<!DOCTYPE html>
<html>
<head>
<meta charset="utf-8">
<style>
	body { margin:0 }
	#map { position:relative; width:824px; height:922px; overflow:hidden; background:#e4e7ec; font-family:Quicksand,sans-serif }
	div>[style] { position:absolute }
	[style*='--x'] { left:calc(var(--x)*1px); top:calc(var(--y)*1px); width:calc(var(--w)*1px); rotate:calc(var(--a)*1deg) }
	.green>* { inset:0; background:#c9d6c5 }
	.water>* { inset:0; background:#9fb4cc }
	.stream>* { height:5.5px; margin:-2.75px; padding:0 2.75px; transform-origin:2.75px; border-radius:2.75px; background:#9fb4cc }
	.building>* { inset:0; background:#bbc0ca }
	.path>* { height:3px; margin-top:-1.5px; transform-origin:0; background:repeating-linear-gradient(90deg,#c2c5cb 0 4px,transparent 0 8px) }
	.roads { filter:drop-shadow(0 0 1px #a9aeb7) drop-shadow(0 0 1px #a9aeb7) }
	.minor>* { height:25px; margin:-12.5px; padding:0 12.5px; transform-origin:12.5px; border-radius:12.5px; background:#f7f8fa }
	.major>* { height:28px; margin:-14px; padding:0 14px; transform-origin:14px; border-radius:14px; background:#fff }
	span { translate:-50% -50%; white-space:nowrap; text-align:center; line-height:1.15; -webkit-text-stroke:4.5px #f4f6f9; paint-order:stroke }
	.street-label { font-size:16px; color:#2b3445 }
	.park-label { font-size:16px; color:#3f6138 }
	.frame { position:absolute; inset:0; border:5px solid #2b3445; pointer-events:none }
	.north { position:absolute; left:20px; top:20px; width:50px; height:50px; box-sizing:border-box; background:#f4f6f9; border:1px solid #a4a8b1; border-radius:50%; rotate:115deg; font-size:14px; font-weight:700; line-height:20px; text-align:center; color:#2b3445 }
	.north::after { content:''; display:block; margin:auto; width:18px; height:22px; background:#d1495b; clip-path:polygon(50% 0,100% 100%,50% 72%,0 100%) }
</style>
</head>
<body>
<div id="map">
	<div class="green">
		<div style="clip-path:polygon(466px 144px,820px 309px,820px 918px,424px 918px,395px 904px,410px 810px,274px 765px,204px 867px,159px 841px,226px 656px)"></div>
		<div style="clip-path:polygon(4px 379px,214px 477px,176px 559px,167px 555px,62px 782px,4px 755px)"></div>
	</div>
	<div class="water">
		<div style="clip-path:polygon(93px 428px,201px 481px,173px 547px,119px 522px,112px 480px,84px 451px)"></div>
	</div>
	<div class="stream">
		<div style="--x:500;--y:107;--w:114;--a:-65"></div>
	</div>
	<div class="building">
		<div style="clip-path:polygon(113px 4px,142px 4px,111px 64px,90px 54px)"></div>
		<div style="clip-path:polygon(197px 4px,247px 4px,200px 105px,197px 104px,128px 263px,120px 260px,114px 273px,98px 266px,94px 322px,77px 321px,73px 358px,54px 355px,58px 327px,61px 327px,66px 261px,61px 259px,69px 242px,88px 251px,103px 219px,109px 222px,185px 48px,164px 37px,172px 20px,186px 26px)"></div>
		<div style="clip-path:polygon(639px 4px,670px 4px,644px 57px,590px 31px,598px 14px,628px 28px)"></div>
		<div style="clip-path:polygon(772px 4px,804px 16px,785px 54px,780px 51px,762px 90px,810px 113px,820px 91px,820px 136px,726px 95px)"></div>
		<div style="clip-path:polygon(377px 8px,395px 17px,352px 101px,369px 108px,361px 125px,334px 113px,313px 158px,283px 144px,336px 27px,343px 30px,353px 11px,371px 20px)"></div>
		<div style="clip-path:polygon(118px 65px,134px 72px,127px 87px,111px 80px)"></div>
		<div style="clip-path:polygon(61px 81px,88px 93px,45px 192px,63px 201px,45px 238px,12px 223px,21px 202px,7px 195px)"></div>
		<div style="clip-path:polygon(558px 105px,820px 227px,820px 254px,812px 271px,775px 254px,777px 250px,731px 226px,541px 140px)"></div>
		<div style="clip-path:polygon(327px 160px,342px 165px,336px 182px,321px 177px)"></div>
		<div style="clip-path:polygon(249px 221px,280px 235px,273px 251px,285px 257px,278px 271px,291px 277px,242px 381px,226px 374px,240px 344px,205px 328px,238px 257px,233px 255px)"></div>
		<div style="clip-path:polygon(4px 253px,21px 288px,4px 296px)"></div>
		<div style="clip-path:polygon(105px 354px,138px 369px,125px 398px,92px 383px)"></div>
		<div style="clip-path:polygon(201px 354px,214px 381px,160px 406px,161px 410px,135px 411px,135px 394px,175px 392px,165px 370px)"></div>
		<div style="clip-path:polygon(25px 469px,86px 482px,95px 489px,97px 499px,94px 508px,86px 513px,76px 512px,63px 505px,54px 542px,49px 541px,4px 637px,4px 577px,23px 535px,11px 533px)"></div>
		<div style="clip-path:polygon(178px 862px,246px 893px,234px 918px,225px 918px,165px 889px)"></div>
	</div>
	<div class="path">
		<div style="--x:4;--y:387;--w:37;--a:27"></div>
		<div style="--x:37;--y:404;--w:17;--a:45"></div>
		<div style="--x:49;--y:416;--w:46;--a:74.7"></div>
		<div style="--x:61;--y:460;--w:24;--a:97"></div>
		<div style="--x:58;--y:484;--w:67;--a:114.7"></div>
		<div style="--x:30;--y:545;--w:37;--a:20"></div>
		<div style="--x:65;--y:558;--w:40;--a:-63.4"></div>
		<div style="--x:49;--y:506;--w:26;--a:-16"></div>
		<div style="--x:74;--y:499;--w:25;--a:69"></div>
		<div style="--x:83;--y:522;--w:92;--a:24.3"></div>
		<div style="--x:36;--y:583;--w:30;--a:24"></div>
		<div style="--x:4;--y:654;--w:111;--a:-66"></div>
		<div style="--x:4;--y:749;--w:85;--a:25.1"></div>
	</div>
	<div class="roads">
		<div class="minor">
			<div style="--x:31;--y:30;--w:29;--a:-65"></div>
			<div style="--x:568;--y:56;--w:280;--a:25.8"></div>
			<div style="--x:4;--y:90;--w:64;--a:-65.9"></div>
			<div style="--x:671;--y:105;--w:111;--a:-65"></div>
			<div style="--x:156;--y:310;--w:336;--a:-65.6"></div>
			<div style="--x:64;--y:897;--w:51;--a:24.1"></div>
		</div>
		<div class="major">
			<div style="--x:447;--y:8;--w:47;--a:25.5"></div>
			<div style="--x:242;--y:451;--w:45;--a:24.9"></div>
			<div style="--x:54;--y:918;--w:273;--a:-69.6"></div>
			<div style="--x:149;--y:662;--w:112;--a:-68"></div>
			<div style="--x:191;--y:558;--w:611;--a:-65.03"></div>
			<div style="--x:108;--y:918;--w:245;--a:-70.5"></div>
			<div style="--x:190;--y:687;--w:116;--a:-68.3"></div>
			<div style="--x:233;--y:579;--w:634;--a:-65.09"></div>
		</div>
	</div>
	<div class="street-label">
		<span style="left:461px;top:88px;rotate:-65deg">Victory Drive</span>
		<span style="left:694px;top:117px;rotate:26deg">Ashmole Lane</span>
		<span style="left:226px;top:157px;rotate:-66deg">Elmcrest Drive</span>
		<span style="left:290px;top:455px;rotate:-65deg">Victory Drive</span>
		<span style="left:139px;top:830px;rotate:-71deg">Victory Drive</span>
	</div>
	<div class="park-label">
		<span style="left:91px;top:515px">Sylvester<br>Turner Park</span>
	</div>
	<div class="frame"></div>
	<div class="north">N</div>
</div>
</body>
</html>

────────────────────────────────────────

Problem details: Taking the entries above, print exactly the lines starting at the line with "filter:drop-shadow(0 0 1px" and ending at the line with "translate:-50% -50%; white-space:nowrap;", both included.

Final answer:
	.roads { filter:drop-shadow(0 0 1px #a9aeb7) drop-shadow(0 0 1px #a9aeb7) }
	.minor>* { height:25px; margin:-12.5px; padding:0 12.5px; transform-origin:12.5px; border-radius:12.5px; background:#f7f8fa }
	.major>* { height:28px; margin:-14px; padding:0 14px; transform-origin:14px; border-radius:14px; background:#fff }
	span { translate:-50% -50%; white-space:nowrap; text-align:center; line-height:1.15; -webkit-text-stroke:4.5px #f4f6f9; paint-order:stroke }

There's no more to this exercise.